--- SUPPLIED DATA Enclosed Below ---

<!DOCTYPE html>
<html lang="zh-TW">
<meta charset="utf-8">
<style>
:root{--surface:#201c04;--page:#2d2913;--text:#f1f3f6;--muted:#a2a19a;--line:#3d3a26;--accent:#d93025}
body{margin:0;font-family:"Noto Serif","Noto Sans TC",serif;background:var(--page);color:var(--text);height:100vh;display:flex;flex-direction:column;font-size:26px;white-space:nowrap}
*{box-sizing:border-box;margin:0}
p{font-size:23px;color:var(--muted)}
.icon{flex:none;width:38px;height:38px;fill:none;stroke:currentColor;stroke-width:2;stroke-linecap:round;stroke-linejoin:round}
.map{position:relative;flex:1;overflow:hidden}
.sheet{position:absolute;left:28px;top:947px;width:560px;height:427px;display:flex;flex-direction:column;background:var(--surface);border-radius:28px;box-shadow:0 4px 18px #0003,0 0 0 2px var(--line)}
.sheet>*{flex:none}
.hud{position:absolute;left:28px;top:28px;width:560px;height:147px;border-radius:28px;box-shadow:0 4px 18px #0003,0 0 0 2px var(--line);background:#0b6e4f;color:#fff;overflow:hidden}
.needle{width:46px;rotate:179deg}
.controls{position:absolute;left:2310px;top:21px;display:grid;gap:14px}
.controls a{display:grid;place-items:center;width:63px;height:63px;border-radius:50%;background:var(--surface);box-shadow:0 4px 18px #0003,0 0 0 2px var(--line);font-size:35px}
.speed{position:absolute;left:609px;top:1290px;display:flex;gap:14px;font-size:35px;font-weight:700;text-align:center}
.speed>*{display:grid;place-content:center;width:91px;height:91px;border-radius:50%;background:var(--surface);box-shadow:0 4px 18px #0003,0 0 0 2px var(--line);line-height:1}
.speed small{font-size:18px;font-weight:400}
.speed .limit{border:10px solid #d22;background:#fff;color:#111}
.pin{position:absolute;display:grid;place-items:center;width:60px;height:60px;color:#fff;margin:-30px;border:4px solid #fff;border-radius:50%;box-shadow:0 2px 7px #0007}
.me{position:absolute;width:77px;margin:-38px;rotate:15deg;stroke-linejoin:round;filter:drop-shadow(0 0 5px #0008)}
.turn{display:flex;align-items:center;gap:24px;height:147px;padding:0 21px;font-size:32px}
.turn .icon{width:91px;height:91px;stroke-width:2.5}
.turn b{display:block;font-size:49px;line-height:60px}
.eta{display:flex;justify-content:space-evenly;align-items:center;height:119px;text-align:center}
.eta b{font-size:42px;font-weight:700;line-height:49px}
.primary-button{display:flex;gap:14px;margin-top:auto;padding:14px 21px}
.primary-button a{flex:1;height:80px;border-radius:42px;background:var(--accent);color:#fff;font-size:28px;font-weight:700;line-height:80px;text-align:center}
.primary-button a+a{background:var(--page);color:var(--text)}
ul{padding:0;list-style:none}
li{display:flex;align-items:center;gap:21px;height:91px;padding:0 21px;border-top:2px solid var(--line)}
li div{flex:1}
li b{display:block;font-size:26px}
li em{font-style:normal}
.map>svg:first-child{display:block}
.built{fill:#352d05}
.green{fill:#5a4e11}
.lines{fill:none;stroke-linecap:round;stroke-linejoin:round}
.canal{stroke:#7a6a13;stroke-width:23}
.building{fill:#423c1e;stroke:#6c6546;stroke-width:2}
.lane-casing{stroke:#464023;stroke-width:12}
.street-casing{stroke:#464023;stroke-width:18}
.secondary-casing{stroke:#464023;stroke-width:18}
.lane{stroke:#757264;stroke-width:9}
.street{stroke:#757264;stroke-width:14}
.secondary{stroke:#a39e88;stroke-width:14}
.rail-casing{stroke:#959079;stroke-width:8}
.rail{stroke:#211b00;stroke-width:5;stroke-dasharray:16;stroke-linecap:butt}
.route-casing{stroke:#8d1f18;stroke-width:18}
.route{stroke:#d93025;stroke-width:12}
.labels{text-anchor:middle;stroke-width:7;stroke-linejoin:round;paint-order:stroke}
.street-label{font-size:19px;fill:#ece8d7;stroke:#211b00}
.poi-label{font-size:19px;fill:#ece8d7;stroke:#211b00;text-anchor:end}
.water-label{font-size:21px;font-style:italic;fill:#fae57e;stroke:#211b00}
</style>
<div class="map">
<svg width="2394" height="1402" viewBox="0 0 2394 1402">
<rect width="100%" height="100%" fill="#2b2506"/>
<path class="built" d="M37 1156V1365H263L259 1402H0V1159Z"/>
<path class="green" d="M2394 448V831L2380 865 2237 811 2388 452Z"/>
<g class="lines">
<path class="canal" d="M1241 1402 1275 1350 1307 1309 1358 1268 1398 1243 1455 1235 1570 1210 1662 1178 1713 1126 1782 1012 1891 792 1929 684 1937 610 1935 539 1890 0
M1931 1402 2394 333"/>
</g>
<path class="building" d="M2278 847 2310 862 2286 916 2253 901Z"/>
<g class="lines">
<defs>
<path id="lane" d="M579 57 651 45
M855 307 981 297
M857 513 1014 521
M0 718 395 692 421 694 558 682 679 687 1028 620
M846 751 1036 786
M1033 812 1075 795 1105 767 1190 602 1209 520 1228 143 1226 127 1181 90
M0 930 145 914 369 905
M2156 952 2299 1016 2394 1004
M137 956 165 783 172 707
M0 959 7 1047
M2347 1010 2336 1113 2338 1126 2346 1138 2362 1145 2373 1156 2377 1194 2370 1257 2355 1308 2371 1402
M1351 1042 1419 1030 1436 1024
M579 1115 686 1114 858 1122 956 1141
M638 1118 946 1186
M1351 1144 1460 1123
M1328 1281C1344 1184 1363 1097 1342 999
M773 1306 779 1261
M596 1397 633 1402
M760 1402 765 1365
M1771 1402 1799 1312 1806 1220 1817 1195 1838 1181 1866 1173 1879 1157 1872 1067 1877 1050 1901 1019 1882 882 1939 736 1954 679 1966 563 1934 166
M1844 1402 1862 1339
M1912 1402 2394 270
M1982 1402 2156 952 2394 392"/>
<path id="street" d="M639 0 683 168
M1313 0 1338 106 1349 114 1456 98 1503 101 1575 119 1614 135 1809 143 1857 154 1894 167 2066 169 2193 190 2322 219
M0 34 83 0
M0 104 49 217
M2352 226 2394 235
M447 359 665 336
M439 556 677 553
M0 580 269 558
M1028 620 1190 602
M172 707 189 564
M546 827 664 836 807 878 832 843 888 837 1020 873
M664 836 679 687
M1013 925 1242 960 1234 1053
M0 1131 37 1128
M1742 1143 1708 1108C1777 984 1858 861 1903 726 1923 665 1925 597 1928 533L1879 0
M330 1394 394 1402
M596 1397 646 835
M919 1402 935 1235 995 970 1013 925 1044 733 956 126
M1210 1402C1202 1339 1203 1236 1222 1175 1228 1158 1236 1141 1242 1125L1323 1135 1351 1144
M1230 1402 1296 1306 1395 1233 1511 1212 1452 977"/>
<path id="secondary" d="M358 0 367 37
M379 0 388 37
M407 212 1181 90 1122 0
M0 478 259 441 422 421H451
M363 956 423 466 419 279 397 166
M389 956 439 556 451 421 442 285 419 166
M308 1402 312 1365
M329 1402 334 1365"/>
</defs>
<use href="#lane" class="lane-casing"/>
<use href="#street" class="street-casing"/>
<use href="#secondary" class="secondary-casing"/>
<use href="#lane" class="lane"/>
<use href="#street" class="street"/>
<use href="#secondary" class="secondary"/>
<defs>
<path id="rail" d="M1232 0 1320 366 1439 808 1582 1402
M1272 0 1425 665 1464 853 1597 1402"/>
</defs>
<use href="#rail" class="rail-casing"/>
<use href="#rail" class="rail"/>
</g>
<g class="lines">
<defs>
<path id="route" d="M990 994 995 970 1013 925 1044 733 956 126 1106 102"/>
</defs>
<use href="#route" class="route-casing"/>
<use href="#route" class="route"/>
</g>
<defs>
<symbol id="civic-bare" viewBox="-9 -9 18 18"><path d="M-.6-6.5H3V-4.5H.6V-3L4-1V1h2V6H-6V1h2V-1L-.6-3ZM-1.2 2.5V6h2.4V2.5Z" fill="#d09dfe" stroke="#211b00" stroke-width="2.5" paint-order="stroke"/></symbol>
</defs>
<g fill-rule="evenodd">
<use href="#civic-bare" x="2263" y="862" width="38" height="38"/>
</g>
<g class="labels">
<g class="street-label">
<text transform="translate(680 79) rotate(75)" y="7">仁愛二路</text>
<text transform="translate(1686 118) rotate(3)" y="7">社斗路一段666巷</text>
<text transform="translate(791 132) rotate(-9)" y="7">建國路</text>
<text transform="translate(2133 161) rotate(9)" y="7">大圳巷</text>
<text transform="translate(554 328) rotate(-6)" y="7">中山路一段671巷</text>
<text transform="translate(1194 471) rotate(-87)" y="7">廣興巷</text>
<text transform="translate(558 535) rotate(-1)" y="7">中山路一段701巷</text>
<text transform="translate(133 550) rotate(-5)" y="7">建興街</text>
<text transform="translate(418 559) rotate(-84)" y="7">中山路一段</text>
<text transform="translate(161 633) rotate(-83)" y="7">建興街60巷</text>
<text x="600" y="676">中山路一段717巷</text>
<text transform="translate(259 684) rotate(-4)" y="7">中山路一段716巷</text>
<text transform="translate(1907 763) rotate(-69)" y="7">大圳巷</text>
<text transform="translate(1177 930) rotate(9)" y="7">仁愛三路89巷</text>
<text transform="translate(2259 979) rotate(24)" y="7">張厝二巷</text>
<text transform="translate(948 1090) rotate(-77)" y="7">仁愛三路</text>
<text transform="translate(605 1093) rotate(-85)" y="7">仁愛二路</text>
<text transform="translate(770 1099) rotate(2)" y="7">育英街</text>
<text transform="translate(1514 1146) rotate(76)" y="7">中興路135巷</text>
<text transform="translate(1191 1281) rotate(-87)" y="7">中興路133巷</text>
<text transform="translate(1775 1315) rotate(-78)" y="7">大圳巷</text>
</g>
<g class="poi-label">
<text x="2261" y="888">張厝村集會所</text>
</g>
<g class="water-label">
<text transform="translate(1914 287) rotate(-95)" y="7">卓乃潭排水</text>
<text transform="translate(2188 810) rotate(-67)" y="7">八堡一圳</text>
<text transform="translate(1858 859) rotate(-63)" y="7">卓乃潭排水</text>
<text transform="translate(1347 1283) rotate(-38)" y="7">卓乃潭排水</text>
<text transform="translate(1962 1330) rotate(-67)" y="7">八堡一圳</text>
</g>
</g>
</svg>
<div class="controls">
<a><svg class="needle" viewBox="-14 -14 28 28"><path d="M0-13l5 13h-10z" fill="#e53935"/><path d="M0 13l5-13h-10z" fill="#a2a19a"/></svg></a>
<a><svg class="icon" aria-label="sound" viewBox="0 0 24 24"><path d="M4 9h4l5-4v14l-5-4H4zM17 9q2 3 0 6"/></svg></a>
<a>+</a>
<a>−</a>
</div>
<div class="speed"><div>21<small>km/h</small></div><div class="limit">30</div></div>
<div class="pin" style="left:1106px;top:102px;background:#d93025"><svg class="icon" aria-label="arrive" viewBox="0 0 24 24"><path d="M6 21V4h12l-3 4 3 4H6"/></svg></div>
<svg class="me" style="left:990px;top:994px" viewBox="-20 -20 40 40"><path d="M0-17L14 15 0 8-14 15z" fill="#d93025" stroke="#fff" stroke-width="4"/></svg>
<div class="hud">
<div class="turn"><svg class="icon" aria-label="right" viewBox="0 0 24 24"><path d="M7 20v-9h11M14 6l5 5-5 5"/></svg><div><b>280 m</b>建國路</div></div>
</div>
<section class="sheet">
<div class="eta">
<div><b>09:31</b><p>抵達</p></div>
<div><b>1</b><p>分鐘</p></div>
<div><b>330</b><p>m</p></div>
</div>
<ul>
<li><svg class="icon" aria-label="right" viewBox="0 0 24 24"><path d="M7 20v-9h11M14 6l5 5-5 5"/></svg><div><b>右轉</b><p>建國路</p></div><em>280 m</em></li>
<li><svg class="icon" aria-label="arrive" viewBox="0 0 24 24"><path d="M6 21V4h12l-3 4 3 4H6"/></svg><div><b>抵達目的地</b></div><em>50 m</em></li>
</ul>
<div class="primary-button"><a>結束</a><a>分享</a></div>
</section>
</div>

--- End of Enclosed SUPPLIED DATA ---

Scan the records above for the string "卓乃潭排水", then report every line that contains it.

## TASK RESPONSE
<text transform="translate(1914 287) rotate(-95)" y="7">卓乃潭排水</text>
<text transform="translate(1858 859) rotate(-63)" y="7">卓乃潭排水</text>
<text transform="translate(1347 1283) rotate(-38)" y="7">卓乃潭排水</text>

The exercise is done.